▶ Your goal
Every line below that holds the string "function" must be copied.

____ Supplied data

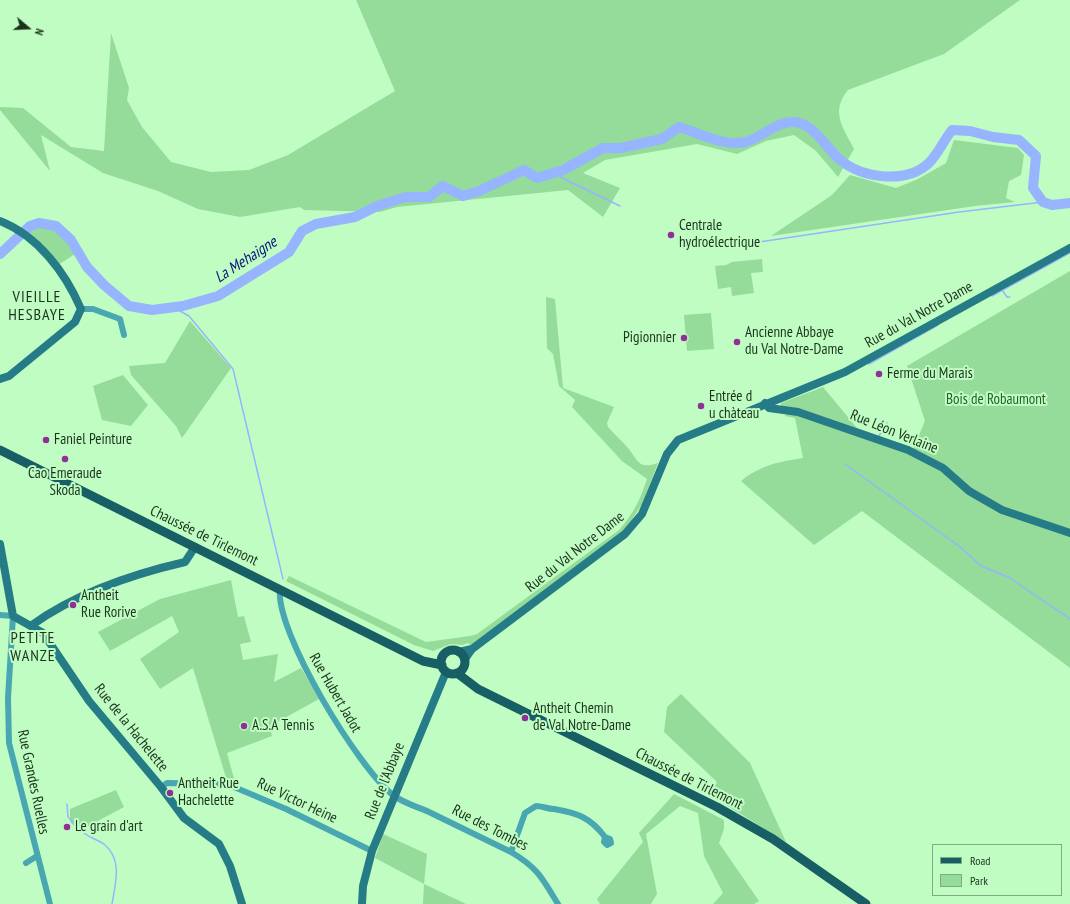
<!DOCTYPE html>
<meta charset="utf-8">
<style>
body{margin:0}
#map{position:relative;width:1070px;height:904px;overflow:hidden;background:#c0fdc3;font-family:"PT Sans Narrow",sans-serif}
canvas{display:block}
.legend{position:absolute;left:932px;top:844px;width:130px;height:52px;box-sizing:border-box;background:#c0fdc3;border:1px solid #7eac81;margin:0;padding:5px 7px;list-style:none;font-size:12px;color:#1b331d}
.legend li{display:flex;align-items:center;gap:8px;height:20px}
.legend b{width:20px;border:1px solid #7eac81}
.north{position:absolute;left:8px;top:8px;width:40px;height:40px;-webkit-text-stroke:3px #c0fdc3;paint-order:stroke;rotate:109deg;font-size:11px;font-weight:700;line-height:16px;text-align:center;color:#1b331d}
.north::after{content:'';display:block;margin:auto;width:14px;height:18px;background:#1b331d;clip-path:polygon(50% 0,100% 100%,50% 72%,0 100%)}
</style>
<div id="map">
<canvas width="1070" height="904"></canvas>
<ul class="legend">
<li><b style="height:5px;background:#185e65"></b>Road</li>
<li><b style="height:11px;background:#95db9a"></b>Park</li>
</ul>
<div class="north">N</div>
</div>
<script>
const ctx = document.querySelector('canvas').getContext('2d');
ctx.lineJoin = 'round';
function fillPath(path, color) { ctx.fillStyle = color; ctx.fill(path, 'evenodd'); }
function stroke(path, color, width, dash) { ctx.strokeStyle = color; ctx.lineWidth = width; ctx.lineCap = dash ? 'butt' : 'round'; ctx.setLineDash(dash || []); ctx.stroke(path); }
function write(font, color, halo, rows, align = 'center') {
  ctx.font = font + ' "PT Sans Narrow",sans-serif'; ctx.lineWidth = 4; ctx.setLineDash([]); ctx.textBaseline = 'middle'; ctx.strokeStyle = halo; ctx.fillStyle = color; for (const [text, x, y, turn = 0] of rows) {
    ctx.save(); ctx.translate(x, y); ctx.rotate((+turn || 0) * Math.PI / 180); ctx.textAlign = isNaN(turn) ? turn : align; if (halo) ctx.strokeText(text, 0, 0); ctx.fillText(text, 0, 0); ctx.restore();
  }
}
fillPath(new Path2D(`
 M356,0H1020L944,54L848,90C830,112 843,127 854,149L838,177L816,151L794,135L766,141L737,154L697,144L605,160L583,173L620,188L603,217L568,190L397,207L380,212L304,210L300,207L240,217L198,209L158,191L103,173L41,135L50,171L0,110V107L23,108L71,147L104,151L111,33L129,88L127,100L142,127L171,162L211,172L249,170L288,155L395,91Z
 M954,140L1018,148L1024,155L1021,175L1009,181L1006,198L1015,202L975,206L771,236L832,195L850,175L896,188L918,179L946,163Z
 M40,226C59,230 65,237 75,254L58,265L51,253L28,232Z
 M762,259L763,272L751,273L754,293L732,296L731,287L718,289L715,266L726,265L732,262Z
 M1070,271V668L862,511L814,545L741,481C761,465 778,462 803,458L795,418L785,416L789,408L781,406V403L823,387L857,428L913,449L925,421L907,366Z
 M546,297L555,299L563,388L614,407L607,423L608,427C614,434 622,441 628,448C638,460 638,470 658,463L642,504L626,529L471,645L468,643L462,645L451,644L433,651L414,645L286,581L289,576L426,642L470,636L477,634L619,530C634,513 640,500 647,479L622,461L572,407L575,400L559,386L553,354L547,348Z
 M711,313L714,349L687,351L684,315Z
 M190,321L231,368L182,438L176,426L131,375L129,366L165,363Z
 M123,375L148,405L131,426L102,420L93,386Z
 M231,580L238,617L244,616L251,642L240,644L243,660L278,654L274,682L301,668L319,699L270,726L272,736L227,753L235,782L227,781L193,668L160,689L140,659L179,632L172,616L110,651L98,632L160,599Z
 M681,694L750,763L786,842L710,795L717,782L664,732L667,707Z
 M116,790L124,807L79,831L70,822V809Z
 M674,794L724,820V829L719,843L759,901L754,904H713L723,893L704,856L698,813L680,806L646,834L657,894L651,904H600L597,899L643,842L639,833Z
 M383,834L427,854L424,884L466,904H423L424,884L375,858Z`), '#95db9a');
stroke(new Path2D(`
 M552,173L620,206
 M690,243L746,244L959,212L1043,202
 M1002,290L1007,297H1010
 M992,296L1070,253
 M173,307L189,316L233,369L283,579
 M869,364L938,325
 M879,436L887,423
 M845,464L959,546L981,566L1010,578L1070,619
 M67,804L68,817L80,829
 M84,833C90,838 99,840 105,845C123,860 115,885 112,904`), '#96b5fe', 1.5);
stroke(new Path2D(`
 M0,254L30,226L39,223L56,226L71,240L87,267L104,285L129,306L152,310L183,306L218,296L289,252L302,231L316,224L355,217L377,206L406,197H429L443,186L463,196L479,191L524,170L537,178L563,170L603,148H621L662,139L679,127C699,133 724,147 746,142C761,138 774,123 791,122C812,120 825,147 839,159C863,179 906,184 929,163C938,154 944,140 952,130L970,131L993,137L1019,140L1036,156L1033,188L1043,202L1052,205L1070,203`), '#96b5fe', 10);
stroke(new Path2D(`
 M81,309H93L120,319L124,335
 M280,589C275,632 359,769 393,795C403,803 418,807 429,812C456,825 484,839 511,852C538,868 542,878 558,904
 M0,615L13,616L8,698L9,743L50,904
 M161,787L167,783L227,784L286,809L372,851
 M511,852L525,813L536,806C542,806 548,809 554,809C577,813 590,817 605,837L604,842L607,845L611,843L610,839L605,837
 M26,863L37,856`), '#49a7b2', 6);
stroke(new Path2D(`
 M0,221C38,236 65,272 81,309L75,322L9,376L0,379
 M765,403L769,408L798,412L908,450L943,468L969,491L1002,510L1070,533
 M0,544L13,616L43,633L89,701L161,787L184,818L219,844L230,866L242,904
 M32,625C75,594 133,574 185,562L195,547
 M459,652L472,649L625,534L642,514L667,454L678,440L845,372L1070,248
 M465,659L472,649
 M362,904L363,886L372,851L446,672`), '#267c86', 8);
stroke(new Path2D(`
 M0,450L423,661L442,665
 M441 662a12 12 0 1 1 24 0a12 12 0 1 1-24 0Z
 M457,673L478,689L717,807L773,839L866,904`), '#185e65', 9);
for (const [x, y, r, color] of [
 [671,235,4,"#922f96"],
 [684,338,4,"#922f96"],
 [737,342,4,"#922f96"],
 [879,374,4,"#922f96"],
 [701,406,4,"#922f96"],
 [46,440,4,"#922f96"],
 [65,459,4,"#922f96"],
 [73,605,4,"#922f96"],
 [525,718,4,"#922f96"],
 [244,726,4,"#922f96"],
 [170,793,4,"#922f96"],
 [67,827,4,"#922f96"]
]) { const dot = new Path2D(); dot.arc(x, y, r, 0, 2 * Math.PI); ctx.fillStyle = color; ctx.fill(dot); stroke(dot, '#c0fdc3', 1.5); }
write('15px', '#1b331d', '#c0fdc3', [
 ["Centrale",679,226],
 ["hydroélectrique",679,243],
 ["Ancienne Abbaye",745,333],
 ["du Val Notre-Dame",745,350],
 ["Pigionnier",676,338,"right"],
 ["Ferme du Marais",887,374],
 ["Entrée d",709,397],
 ["u chàteau",709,414],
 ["Faniel Peinture",54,440],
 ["Cao Emeraude",65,474,"center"],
 ["Skoda",65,491,"center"],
 ["Antheit",81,596],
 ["Rue Rorive",81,613],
 ["Antheit Chemin",533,709],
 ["de Val Notre-Dame",533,726],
 ["A.S.A Tennis",252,726],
 ["Antheit Rue",178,784],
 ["Hachelette",178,801],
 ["Le grain d'art",75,827]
], 'left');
write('15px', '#1b331d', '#c0fdc3', [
 ["Rue du Val Notre Dame",919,315,-29],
 ["Rue Léon Verlaine",894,432,22],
 ["Chaussée de Tirlemont",204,536,26],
 ["Rue du Val Notre Dame",575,552,-38],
 ["Rue Hubert Jadot",335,693,60],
 ["Rue de la Hachelette",131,728,51],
 ["Chaussée de Tirlemont",689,779,27],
 ["Rue de l'Abbaye",385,781,-68],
 ["Rue Grandes Ruelles",33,782,78],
 ["Rue Victor Heine",297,801,25],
 ["Rue des Tombes",490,828,27]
]);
write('15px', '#245e2c', '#c0fdc3', [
 ["Bois de Robaumont",996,400]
]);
write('italic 16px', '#08157c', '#c0fdc3', [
 ["La Mehaigne",246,260,-33]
]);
ctx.letterSpacing = '1px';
write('16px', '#1b331d', '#c0fdc3', [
 ["VIEILLE",37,297],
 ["HESBAYE",37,315],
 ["PETITE",33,638],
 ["WANZE",33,656]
]);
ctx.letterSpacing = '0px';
</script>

________

▶ Response to this exercise
function fillPath(path, color) { ctx.fillStyle = color; ctx.fill(path, 'evenodd'); }
function stroke(path, color, width, dash) { ctx.strokeStyle = color; ctx.lineWidth = width; ctx.lineCap = dash ? 'butt' : 'round'; ctx.setLineDash(dash || []); ctx.stroke(path); }
function write(font, color, halo, rows, align = 'center') {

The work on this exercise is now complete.